# 1938 sears craftsman 9" x 30" wood lathe..............



## bob1961 (Aug 24, 2007)

i had this lathe giving to me by a friend for just the shipping cost....
the headstock pulley didn't make it in shipping....
the shaft mic'ed at .749 and the hole is 3/4" dia....any info on where i can just get a pulley from would be great.................bob


----------



## bobj3 (Jan 17, 2006)

Hi Bob

Grizzly.com would be a good place to start 
http://www.grizzly.com/products/searchresults.aspx?q=pulley&submit.x=12&submit.y=9

Bj 

=======



bob1961 said:


> i had this lathe giving to me by a friend for just the shipping cost....
> the headstock pulley didn't make it in shipping....
> the shaft mic'ed at .749 and the hole is 3/4" dia....any info on where i can just get a pulley from would be great.................bob


----------



## BernieW (Sep 12, 2006)

BJ have you one, also check Hardware stores, Enco, MacMasters & Carr and yes Harbour Freight. There are a lot of places I think you can get that pulley. I have seen a lot of them on ebay at times.


----------



## steveo (Sep 10, 2004)

bob1961 said:


> i had this lathe giving to me by a friend for just the shipping cost....
> the headstock pulley didn't make it in shipping....
> the shaft mic'ed at .749 and the hole is 3/4" dia....any info on where i can just get a pulley from would be great.................bob


Hi Bob,
Try McMaster Carr on line.... sounds like you need a 4 step pulley for the lathe and one for the motor. Thence you will have a choice of 4 speeds (rpm's)

mcmaster.com

steve


----------



## bobj3 (Jan 17, 2006)

Hi BernieW

"BJ have you one" = do you mean a wood lathe , not any more but you will see a snapshot of the one I had below..

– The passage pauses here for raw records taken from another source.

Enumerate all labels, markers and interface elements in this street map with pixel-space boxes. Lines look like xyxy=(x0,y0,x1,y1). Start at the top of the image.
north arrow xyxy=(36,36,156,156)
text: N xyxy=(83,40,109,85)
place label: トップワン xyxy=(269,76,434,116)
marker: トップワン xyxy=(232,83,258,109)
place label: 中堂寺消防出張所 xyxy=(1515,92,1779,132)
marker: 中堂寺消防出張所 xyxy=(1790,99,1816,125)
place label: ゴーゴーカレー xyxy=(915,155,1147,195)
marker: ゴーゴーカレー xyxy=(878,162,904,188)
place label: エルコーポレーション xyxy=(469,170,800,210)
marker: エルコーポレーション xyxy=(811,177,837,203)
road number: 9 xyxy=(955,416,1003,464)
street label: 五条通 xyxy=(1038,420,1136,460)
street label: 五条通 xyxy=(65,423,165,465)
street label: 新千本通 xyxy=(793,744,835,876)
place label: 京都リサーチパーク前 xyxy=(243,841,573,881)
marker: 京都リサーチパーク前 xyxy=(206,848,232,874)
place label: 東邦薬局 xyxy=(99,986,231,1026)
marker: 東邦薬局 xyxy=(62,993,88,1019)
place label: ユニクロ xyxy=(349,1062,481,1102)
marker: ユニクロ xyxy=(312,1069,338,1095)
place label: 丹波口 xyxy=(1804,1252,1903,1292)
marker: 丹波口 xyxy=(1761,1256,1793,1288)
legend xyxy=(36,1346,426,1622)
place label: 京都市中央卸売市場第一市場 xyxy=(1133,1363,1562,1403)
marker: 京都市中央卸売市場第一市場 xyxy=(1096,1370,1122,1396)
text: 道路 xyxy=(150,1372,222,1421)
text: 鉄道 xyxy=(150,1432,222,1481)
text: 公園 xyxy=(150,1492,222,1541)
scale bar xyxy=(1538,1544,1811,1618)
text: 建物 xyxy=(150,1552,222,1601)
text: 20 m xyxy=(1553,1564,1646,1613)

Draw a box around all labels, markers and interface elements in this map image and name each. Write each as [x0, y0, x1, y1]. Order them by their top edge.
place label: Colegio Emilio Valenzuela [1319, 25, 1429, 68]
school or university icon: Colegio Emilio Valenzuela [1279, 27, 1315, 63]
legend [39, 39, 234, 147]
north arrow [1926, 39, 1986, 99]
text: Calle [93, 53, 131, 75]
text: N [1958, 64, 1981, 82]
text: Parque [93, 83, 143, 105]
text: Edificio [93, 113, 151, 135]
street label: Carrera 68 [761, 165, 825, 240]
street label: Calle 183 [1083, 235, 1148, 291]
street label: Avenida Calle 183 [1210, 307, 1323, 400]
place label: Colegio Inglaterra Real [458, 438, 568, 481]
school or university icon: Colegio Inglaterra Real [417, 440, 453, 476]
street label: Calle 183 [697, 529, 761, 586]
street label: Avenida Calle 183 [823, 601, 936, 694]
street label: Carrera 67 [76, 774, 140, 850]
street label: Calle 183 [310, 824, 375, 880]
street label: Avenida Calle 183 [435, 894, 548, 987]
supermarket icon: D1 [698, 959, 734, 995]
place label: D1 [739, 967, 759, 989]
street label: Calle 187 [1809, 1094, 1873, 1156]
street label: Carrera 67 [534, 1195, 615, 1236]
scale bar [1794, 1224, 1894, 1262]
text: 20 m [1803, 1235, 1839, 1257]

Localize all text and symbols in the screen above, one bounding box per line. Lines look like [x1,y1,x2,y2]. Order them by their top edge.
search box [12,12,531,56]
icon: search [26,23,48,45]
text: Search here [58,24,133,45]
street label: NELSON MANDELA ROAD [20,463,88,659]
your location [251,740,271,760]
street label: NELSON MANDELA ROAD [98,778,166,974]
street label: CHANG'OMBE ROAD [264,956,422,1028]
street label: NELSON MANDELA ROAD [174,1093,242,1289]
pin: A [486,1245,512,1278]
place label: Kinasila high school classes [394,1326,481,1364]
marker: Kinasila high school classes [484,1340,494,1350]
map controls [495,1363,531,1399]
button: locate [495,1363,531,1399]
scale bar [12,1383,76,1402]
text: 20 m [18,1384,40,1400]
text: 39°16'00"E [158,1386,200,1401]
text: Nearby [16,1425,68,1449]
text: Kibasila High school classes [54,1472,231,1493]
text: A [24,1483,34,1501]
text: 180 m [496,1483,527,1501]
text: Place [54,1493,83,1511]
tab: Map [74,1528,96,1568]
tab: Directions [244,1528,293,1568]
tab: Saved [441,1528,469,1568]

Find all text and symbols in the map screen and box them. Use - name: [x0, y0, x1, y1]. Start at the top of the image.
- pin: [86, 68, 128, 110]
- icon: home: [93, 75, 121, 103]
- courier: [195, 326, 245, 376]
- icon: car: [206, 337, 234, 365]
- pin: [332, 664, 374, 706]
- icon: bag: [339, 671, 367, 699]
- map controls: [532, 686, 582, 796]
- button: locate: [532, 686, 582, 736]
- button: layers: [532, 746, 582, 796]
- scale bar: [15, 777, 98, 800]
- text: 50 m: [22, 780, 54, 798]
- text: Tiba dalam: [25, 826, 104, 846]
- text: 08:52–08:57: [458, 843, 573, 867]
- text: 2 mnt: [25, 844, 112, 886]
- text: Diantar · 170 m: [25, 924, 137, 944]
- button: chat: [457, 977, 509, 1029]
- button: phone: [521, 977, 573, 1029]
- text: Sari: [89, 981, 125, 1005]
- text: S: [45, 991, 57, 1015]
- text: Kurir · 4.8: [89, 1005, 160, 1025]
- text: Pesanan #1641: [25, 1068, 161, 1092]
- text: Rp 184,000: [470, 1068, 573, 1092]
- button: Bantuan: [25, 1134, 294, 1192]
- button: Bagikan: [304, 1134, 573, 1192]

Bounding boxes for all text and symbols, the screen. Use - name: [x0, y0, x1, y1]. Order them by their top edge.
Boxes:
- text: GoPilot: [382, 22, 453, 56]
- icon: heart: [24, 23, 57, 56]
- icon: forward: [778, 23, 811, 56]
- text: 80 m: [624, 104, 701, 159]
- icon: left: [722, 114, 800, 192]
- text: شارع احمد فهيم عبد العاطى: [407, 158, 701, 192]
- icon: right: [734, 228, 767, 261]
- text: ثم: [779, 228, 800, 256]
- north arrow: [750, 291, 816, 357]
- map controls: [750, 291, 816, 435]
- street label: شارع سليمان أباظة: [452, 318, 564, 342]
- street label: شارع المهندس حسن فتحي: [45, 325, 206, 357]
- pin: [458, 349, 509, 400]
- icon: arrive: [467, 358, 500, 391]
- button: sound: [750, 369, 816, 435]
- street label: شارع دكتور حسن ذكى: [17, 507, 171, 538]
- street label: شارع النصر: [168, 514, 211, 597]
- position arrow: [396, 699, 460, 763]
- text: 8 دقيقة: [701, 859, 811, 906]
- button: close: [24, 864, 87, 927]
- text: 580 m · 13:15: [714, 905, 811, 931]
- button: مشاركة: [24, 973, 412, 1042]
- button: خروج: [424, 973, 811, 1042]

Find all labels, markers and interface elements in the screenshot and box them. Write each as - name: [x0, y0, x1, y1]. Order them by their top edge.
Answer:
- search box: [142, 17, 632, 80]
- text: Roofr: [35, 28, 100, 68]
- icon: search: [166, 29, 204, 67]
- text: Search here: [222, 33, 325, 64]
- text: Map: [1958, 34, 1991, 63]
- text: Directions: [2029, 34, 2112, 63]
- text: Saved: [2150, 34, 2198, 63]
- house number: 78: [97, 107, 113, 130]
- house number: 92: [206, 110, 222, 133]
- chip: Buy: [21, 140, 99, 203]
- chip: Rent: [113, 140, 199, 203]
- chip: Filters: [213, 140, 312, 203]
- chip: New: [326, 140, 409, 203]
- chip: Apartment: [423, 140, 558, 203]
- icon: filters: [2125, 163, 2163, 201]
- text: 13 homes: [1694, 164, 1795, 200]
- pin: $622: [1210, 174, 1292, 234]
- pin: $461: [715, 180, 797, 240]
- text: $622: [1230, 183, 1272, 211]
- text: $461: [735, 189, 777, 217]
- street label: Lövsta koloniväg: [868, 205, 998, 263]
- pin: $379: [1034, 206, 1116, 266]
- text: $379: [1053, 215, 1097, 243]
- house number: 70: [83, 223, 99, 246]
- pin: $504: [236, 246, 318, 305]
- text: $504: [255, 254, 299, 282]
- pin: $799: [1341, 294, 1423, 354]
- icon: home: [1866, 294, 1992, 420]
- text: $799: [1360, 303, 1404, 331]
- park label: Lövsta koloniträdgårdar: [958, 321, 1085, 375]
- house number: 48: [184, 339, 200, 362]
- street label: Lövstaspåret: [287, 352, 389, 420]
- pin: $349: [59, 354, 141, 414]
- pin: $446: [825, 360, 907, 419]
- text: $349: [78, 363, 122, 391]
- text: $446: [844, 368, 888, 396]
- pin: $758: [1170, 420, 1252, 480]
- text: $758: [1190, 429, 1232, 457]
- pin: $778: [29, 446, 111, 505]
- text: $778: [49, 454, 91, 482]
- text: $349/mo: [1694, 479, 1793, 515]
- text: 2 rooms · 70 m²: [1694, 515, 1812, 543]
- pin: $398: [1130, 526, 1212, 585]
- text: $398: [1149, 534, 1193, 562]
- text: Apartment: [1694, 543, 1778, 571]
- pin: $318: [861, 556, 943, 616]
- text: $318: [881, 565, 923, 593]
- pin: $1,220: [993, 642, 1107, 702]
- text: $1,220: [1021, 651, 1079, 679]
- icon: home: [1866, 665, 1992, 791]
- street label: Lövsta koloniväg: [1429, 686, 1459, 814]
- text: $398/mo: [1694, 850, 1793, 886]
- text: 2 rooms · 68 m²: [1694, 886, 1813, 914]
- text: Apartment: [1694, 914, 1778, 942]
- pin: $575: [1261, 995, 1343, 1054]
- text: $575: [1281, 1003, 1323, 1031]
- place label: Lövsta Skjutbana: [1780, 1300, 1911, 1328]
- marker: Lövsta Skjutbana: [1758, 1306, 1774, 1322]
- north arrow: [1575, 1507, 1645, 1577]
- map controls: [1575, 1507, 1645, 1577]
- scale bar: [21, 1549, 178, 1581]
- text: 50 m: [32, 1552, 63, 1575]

If I recall it had a 3 step pulley on it, that I replaced it with a 4 step type at one time and I got that one from Ace Hardware... 


Bj 

======


BernieW said:


> BJ have you one, also check Hardware stores, Enco, MacMasters & Carr and yes Harbour Freight. There are a lot of places I think you can get that pulley. I have seen a lot of them on ebay at times.


----------



## bob1961 (Aug 24, 2007)

thanks guys....
grizzly don't have parts just whole machines as i saw, maybe i don't search hard enough..................bob


----------



## bobj3 (Jan 17, 2006)

Hi Bob

Here ya go

http://www.mcmaster.com/
Just type in the FIND box ( step Pulleys )


Bj


----------



## bob1961 (Aug 24, 2007)

found a pulley on McMaster Carr's website for 16.00 bucks, but it is a little differnt then my pulleys specs....
.......................OD. steps..............................pitch dia.
.............1.........2.........3..........4..... ..........1......2........3......4
..........1 3/4"...2 1/4"...2 3/4"...3 1/4".........1 1/2"...2"...2 1/2"...3" 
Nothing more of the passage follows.